The Knowledge Within: Methods for Data-Free Model Compression
This work addresses data privacy and availability issues in model compression, enabling deployment in sensitive domains, though it is incremental as it builds on existing compression techniques.
The paper tackles the problem of compressing deep neural networks without access to the original training data, which is crucial for privacy-sensitive applications like medical and biometric use-cases, by presenting methods to generate synthetic samples from trained models, achieving negligible accuracy degradation compared to using real data.
Recently, an extensive amount of research has been focused on compressing and accelerating Deep Neural Networks (DNN). So far, high compression rate algorithms require part of the training dataset for a low precision calibration, or a fine-tuning process.
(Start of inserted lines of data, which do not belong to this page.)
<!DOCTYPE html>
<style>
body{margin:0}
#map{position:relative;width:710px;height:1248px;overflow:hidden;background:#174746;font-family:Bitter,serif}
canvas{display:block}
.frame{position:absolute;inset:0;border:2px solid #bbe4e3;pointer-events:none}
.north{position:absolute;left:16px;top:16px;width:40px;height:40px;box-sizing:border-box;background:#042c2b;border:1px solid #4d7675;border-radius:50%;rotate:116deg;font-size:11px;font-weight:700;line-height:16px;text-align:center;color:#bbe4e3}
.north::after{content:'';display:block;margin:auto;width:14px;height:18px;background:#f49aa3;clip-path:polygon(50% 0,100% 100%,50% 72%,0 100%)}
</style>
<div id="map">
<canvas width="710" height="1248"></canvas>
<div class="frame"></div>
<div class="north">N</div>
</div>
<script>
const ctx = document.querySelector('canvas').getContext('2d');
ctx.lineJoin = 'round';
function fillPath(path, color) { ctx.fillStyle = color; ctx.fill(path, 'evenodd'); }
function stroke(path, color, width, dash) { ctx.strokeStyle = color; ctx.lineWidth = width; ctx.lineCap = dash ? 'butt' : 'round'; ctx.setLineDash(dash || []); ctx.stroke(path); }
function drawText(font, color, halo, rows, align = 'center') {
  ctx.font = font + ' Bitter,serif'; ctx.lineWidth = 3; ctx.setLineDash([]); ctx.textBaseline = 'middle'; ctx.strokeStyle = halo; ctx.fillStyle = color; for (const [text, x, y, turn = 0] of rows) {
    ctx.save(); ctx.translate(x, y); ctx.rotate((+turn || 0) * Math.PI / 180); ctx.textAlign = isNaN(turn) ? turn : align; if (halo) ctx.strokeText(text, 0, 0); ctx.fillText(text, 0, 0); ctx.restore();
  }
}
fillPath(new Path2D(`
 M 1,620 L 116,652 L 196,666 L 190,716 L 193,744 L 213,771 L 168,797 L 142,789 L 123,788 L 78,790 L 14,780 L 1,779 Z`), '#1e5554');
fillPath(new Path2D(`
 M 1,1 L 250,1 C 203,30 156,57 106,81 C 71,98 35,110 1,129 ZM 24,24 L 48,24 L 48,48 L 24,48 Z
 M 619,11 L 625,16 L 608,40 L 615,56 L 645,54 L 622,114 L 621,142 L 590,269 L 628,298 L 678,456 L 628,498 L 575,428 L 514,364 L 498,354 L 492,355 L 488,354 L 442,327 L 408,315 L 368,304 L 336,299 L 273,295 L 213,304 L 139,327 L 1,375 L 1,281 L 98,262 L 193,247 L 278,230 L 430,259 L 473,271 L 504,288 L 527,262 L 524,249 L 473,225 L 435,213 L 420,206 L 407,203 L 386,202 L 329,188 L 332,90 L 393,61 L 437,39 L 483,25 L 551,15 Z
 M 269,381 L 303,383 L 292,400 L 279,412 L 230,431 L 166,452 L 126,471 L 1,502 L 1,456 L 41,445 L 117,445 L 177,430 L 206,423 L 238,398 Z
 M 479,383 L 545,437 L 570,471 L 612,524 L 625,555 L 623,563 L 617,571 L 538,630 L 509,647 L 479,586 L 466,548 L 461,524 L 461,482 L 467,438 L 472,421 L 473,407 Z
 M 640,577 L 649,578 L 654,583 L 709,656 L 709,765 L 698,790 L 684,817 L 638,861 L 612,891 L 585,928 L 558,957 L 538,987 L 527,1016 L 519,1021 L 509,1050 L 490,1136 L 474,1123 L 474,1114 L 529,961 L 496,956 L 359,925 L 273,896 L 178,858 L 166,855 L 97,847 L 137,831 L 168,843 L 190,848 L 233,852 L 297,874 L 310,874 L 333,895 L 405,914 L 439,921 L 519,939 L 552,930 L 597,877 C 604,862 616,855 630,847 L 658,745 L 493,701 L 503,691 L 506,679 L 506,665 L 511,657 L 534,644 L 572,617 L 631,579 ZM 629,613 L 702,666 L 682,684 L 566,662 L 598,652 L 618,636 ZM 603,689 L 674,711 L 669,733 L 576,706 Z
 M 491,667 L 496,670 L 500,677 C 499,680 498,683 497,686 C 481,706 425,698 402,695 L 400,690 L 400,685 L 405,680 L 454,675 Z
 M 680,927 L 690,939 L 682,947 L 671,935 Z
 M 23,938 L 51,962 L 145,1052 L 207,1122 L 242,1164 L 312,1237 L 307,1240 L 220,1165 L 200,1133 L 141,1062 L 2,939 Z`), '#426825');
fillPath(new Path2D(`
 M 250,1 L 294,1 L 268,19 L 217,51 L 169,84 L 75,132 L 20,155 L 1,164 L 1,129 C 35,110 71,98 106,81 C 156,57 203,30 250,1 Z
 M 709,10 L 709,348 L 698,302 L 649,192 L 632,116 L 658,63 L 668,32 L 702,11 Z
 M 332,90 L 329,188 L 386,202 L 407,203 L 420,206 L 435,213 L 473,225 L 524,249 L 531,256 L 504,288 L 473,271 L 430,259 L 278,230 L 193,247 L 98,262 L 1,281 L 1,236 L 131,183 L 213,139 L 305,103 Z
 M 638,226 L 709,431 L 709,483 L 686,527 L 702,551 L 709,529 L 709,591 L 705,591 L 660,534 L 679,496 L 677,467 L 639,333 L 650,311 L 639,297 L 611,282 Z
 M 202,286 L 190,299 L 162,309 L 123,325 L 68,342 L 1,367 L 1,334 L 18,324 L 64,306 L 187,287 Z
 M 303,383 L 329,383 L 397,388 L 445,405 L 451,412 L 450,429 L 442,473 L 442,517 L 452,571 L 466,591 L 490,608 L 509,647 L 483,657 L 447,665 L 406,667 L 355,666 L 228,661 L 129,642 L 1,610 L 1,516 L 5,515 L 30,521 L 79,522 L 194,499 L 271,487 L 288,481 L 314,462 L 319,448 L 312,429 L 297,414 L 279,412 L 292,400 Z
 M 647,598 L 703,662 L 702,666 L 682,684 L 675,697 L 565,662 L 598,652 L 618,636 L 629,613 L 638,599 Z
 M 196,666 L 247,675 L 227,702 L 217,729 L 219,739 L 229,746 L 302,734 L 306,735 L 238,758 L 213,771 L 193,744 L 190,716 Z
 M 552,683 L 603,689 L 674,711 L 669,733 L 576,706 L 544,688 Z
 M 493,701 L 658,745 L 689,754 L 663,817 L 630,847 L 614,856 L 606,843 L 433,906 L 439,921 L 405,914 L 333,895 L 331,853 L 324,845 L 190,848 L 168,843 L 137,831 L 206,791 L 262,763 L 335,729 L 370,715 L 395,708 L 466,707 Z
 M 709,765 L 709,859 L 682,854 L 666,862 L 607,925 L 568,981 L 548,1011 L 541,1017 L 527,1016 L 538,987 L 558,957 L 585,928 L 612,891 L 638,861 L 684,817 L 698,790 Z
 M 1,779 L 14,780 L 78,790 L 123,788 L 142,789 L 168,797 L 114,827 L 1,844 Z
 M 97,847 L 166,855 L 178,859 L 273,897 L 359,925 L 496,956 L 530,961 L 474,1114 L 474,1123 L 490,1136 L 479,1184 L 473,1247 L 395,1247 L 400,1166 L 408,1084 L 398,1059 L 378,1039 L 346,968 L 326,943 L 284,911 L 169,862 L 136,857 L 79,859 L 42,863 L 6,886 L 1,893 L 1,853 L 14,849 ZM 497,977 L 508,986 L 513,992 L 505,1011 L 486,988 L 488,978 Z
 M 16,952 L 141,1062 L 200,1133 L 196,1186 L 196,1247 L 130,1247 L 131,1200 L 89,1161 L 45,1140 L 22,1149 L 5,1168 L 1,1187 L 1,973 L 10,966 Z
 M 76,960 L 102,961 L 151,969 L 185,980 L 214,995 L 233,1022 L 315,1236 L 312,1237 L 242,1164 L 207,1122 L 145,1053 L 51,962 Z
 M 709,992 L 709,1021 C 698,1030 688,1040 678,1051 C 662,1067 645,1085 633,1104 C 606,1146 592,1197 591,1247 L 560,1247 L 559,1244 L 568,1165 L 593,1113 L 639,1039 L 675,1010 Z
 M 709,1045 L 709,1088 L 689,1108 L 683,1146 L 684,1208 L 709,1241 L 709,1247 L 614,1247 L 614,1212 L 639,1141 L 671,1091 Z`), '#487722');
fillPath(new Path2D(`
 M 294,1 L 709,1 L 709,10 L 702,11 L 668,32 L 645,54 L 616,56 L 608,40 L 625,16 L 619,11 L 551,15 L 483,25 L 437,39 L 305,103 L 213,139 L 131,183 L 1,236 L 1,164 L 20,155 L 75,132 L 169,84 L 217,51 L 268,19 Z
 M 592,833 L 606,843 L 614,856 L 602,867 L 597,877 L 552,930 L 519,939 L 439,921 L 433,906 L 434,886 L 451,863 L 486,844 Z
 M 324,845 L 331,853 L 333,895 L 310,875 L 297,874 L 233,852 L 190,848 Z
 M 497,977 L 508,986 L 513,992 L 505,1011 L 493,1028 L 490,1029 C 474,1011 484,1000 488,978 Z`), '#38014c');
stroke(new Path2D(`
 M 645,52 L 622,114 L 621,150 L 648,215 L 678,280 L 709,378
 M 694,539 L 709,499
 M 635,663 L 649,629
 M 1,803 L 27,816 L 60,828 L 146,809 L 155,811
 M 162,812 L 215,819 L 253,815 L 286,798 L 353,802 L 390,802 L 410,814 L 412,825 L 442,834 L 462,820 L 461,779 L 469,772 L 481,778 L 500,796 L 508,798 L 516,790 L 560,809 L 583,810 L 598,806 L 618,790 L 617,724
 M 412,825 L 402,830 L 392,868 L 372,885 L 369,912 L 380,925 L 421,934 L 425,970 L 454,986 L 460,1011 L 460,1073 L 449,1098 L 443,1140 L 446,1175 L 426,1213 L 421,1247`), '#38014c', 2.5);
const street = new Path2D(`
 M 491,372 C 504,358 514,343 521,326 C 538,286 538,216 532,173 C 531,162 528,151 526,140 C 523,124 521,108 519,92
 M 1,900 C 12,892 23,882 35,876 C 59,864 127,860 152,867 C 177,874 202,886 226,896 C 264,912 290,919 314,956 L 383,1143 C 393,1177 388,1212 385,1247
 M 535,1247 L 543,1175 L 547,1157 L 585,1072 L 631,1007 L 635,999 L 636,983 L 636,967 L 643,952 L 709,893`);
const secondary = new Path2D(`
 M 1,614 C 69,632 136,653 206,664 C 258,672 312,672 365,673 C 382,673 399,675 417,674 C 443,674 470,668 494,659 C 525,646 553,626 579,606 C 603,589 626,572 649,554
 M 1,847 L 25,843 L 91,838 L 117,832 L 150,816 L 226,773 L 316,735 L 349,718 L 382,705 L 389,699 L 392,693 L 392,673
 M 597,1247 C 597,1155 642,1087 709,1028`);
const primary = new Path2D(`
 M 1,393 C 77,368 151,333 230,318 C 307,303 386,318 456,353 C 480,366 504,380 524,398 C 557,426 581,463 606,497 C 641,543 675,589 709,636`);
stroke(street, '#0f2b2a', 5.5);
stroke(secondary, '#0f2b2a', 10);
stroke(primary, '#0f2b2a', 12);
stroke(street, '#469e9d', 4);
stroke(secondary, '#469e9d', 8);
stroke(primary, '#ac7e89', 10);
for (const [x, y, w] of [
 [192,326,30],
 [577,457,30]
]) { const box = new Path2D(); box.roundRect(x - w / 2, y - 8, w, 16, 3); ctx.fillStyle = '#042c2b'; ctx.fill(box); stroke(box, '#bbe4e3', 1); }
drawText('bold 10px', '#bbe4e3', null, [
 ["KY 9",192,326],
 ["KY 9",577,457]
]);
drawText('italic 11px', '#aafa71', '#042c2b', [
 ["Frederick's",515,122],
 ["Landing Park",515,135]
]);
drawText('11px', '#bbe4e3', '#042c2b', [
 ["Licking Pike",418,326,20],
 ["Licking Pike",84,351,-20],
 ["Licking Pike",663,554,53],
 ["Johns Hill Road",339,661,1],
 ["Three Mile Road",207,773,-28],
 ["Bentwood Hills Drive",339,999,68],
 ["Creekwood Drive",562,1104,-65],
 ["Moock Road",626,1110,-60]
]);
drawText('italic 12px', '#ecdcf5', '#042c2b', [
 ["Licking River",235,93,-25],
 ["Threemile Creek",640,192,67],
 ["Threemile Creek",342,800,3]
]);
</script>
However, this requirement is unacceptable when the data is unavailable or contains sensitive information, as in medical and biometric use-cases. We present three methods for generating synthetic samples from trained models. Then, we demonstrate how these samples can be used to calibrate and fine-tune quantized models without using any real data in the process. Our best performing method has a negligible accuracy degradation compared to the original training set. This method, which leverages intrinsic batch normalization layers' statistics of the trained model, can be used to evaluate data similarity. Our approach opens a path towards genuine data-free model compression, alleviating the need for training data during model deployment.